- [What is needed]: Return each line of the entries that mentions the word "they".

════════

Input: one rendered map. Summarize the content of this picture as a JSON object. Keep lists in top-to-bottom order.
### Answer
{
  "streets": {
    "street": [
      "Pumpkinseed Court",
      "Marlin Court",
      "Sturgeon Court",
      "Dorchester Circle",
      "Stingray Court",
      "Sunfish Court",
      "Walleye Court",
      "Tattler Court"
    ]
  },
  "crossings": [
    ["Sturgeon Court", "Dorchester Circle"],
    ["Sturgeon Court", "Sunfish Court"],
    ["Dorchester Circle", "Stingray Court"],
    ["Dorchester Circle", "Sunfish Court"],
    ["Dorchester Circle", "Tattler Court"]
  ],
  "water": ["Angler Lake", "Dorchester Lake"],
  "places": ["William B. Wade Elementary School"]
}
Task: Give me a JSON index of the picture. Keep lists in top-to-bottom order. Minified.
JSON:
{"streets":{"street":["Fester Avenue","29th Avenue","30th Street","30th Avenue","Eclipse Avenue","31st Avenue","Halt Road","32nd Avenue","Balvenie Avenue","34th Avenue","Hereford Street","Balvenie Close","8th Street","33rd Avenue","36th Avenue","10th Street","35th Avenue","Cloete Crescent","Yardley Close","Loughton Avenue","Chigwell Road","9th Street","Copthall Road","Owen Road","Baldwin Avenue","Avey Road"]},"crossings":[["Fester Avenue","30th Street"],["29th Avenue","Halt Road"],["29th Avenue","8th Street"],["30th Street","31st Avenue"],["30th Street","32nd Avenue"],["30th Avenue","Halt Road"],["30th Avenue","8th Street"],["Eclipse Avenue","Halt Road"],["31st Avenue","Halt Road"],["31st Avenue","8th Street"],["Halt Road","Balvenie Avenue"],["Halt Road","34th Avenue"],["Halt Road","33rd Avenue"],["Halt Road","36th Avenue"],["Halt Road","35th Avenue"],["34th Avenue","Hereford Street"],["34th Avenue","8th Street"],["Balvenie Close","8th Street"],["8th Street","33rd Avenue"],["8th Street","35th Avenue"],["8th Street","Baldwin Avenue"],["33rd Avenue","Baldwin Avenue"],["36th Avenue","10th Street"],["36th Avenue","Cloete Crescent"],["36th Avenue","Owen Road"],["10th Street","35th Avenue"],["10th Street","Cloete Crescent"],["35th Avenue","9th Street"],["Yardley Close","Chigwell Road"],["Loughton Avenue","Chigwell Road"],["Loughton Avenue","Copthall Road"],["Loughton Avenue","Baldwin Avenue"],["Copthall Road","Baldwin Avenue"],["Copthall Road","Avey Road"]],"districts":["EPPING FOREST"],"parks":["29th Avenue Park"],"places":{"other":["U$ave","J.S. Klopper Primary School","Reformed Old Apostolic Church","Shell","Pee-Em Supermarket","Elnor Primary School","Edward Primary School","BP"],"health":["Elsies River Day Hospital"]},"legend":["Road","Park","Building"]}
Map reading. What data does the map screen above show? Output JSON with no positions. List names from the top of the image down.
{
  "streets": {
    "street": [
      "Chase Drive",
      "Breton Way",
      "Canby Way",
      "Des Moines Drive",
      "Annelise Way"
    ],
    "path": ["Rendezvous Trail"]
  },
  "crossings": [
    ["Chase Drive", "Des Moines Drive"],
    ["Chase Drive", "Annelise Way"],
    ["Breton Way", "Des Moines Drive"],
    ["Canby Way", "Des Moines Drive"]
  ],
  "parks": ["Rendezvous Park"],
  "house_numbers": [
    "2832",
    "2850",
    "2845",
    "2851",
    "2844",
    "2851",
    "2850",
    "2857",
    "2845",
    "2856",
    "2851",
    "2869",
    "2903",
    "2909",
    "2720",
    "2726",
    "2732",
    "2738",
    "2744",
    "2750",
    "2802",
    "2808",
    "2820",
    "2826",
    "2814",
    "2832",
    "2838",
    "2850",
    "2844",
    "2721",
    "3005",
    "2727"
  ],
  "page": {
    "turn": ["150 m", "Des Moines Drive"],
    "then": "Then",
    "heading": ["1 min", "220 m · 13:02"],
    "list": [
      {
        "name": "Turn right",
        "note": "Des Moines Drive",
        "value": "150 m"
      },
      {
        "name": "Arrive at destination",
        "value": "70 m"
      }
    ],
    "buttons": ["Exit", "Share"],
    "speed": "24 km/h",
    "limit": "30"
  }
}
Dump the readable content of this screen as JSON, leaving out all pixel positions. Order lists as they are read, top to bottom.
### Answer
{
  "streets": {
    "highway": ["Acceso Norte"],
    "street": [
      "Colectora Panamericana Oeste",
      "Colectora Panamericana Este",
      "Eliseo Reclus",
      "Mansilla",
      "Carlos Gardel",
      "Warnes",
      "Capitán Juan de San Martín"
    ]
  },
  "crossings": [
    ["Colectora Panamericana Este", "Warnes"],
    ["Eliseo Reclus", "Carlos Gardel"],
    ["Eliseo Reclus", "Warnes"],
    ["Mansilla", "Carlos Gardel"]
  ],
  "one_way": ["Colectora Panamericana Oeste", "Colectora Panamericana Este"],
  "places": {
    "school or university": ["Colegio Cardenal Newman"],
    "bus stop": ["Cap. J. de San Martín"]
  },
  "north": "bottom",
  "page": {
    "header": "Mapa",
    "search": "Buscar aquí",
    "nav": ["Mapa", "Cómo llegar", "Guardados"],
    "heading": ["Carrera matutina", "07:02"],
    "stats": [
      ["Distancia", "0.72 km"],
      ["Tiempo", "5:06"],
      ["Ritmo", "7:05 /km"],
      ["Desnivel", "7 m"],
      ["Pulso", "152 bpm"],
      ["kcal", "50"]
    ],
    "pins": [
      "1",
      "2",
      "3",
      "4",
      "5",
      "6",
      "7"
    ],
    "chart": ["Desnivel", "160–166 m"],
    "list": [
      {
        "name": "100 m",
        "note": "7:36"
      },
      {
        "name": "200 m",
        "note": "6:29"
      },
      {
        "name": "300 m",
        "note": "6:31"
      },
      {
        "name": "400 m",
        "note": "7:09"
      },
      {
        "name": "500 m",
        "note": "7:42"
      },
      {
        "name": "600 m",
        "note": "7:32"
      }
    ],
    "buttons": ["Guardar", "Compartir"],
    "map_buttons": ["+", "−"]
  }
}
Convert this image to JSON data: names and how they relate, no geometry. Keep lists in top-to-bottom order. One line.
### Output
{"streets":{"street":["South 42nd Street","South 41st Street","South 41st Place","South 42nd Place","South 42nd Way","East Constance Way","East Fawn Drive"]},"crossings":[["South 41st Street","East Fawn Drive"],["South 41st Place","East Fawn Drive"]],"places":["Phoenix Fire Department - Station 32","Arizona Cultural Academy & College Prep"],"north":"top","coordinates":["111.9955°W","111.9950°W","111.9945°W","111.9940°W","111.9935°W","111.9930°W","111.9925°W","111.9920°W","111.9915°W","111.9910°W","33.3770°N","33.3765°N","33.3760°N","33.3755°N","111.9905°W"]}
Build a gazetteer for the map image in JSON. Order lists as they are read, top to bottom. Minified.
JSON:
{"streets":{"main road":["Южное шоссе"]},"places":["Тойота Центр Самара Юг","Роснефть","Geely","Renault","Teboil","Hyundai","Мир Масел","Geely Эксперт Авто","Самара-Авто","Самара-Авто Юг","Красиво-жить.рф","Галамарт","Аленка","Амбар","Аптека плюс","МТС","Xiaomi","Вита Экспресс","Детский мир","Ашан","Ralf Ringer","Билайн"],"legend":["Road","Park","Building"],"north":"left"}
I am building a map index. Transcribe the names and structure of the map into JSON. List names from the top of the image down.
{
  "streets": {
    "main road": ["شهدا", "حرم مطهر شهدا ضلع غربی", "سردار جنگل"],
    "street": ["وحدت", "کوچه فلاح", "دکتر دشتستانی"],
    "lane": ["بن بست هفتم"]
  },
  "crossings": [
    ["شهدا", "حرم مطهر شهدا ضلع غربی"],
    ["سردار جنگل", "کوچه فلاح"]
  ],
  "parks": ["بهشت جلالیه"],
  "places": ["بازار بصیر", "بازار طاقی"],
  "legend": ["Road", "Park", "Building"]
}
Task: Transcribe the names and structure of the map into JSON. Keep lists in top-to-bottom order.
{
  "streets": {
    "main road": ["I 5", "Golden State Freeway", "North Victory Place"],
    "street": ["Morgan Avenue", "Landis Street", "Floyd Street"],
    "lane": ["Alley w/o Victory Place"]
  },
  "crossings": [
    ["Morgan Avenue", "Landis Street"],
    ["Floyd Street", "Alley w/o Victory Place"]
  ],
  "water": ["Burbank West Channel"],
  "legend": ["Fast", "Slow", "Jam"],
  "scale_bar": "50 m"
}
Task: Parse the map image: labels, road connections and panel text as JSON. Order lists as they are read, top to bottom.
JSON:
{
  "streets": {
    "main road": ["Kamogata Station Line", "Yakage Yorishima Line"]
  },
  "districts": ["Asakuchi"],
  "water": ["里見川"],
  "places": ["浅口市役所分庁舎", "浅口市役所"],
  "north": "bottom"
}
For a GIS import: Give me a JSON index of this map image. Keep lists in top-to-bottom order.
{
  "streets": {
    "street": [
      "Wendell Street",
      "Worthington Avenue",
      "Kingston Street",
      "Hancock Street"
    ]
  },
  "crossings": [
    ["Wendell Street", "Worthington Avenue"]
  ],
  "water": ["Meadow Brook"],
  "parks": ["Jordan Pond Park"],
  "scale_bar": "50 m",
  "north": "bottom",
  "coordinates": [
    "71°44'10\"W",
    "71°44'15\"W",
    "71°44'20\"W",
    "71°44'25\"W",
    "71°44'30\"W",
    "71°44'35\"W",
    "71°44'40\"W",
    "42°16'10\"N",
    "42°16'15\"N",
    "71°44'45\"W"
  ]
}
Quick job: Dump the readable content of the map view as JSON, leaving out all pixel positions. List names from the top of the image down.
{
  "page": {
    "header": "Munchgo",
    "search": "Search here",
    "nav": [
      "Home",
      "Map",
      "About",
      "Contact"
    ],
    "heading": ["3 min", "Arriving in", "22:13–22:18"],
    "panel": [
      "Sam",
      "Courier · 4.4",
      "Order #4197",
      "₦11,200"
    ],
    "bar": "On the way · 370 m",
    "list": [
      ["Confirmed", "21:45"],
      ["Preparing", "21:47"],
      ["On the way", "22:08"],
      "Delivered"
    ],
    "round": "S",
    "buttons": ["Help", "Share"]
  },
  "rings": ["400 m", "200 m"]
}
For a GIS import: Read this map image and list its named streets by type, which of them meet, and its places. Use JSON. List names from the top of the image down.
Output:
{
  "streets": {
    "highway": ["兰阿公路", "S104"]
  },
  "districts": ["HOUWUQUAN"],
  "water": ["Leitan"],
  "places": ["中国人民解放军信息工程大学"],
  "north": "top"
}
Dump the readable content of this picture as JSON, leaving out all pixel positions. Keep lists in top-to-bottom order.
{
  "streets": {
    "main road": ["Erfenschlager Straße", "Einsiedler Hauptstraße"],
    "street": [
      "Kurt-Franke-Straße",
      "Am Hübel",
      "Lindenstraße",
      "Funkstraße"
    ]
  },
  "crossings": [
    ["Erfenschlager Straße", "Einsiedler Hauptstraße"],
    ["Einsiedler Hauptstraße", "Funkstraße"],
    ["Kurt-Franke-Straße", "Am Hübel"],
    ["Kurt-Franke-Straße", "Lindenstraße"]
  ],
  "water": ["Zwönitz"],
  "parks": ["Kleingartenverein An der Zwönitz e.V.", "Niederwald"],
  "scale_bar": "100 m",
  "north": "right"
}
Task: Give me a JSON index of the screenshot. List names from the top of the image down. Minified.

════════

- [Response]:
Dump the readable content of this screen as JSON, leaving out all pixel positions. Order lists as they are read, top to bottom.
Convert this image to JSON data: names and how they relate, no geometry. Keep lists in top-to-bottom order. One line.
Build a gazetteer for the map image in JSON. Order lists as they are read, top to bottom. Minified.
Task: Parse the map image: labels, road connections and panel text as JSON. Order lists as they are read, top to bottom.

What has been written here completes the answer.